Stored data entries:
=== Section Start ===

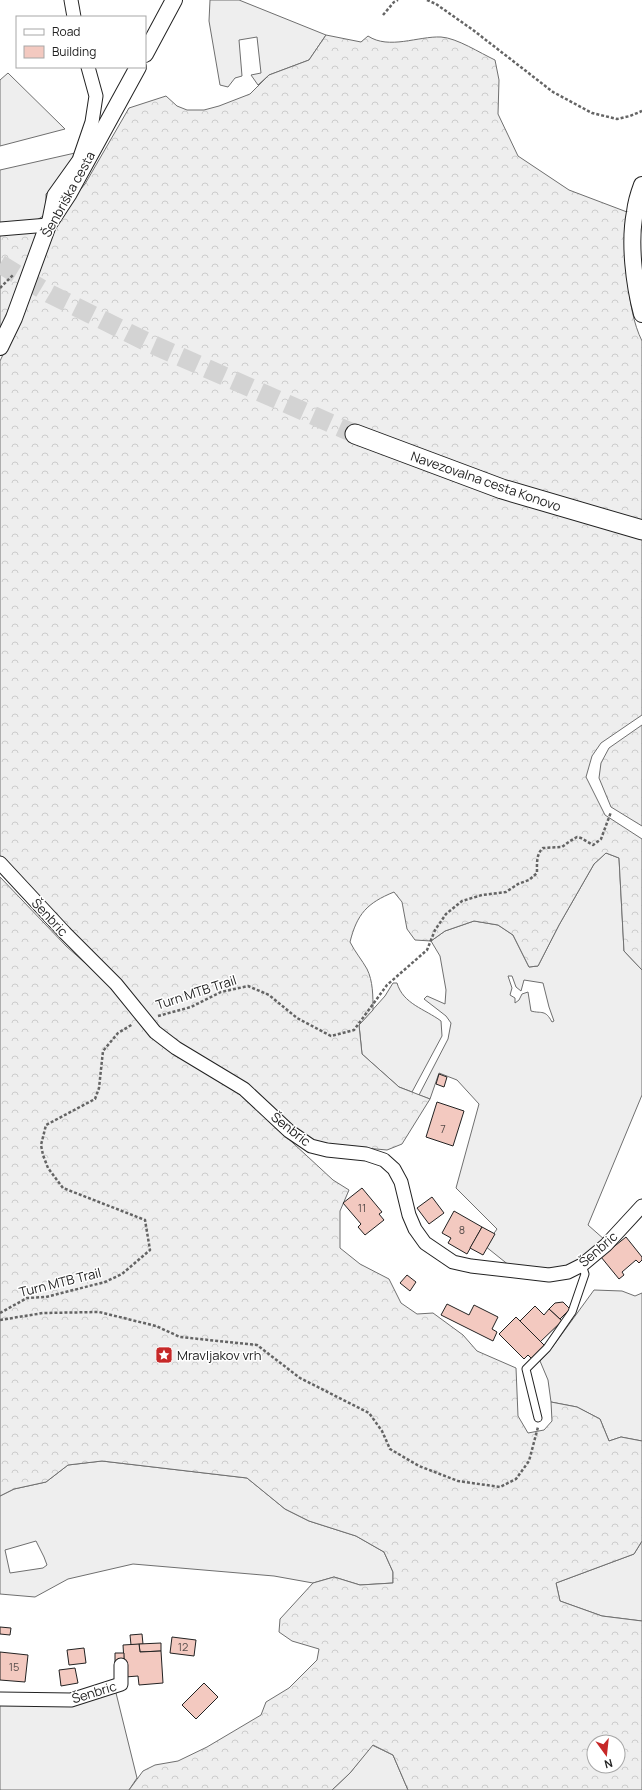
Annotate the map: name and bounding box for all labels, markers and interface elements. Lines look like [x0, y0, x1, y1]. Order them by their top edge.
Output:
legend [16, 16, 146, 68]
text: Road [52, 23, 80, 40]
text: Building [52, 43, 96, 60]
street label: Šenbriška cesta [37, 148, 99, 240]
street label: Navezovalna cesta Konovo [408, 447, 564, 515]
street label: Šenbric [28, 894, 72, 940]
street label: Turn MTB Trail [153, 970, 239, 1014]
street label: Šenbric [267, 1108, 315, 1150]
house number: 7 [440, 1121, 446, 1136]
house number: 11 [358, 1200, 366, 1215]
house number: 8 [459, 1222, 465, 1237]
street label: Šenbric [575, 1227, 621, 1271]
street label: Turn MTB Trail [17, 1263, 103, 1301]
place icon: Mravljakov vrh [154, 1345, 174, 1365]
place label: Mravljakov vrh [177, 1346, 261, 1364]
house number: 12 [178, 1639, 188, 1654]
house number: 15 [9, 1659, 19, 1674]
street label: Šenbric [69, 1677, 119, 1707]
north arrow [586, 1734, 626, 1774]
text: N [603, 1756, 614, 1772]

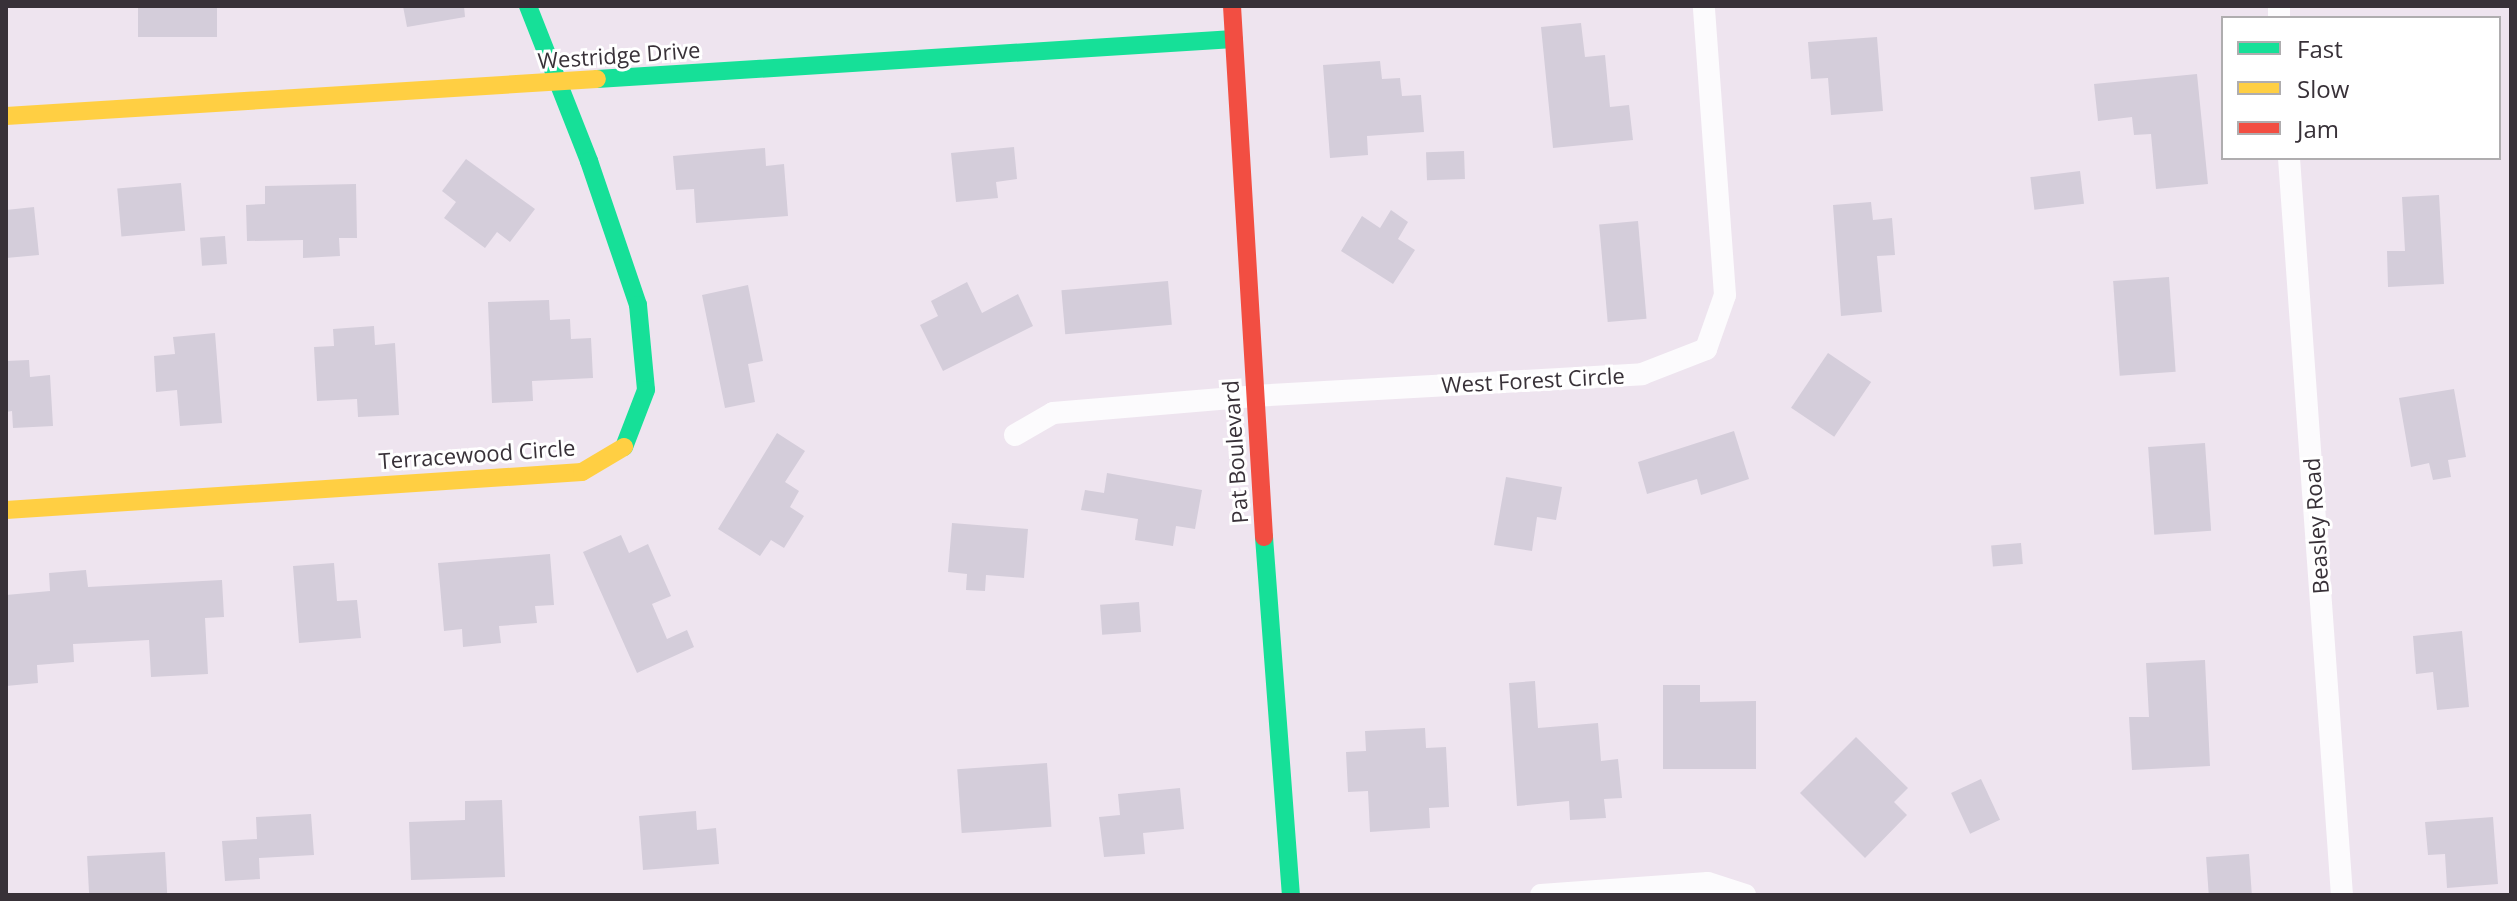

=== Section End ===

**WORK ITEM**:
Without changing a word, retype every entry above, but drop its pictures.

**SOLUTION TO THIS PROBLEM**:
Annotate the map: name and bounding box for all labels, markers and interface elements. Lines look like [x0, y0, x1, y1]. Order them by their top edge.
Output:
legend [16, 16, 146, 68]
text: Road [52, 23, 80, 40]
text: Building [52, 43, 96, 60]
street label: Šenbriška cesta [37, 148, 99, 240]
street label: Navezovalna cesta Konovo [408, 447, 564, 515]
street label: Šenbric [28, 894, 72, 940]
street label: Turn MTB Trail [153, 970, 239, 1014]
street label: Šenbric [267, 1108, 315, 1150]
house number: 7 [440, 1121, 446, 1136]
house number: 11 [358, 1200, 366, 1215]
house number: 8 [459, 1222, 465, 1237]
street label: Šenbric [575, 1227, 621, 1271]
street label: Turn MTB Trail [17, 1263, 103, 1301]
place icon: Mravljakov vrh [154, 1345, 174, 1365]
place label: Mravljakov vrh [177, 1346, 261, 1364]
house number: 12 [178, 1639, 188, 1654]
house number: 15 [9, 1659, 19, 1674]
street label: Šenbric [69, 1677, 119, 1707]
north arrow [586, 1734, 626, 1774]
text: N [603, 1756, 614, 1772]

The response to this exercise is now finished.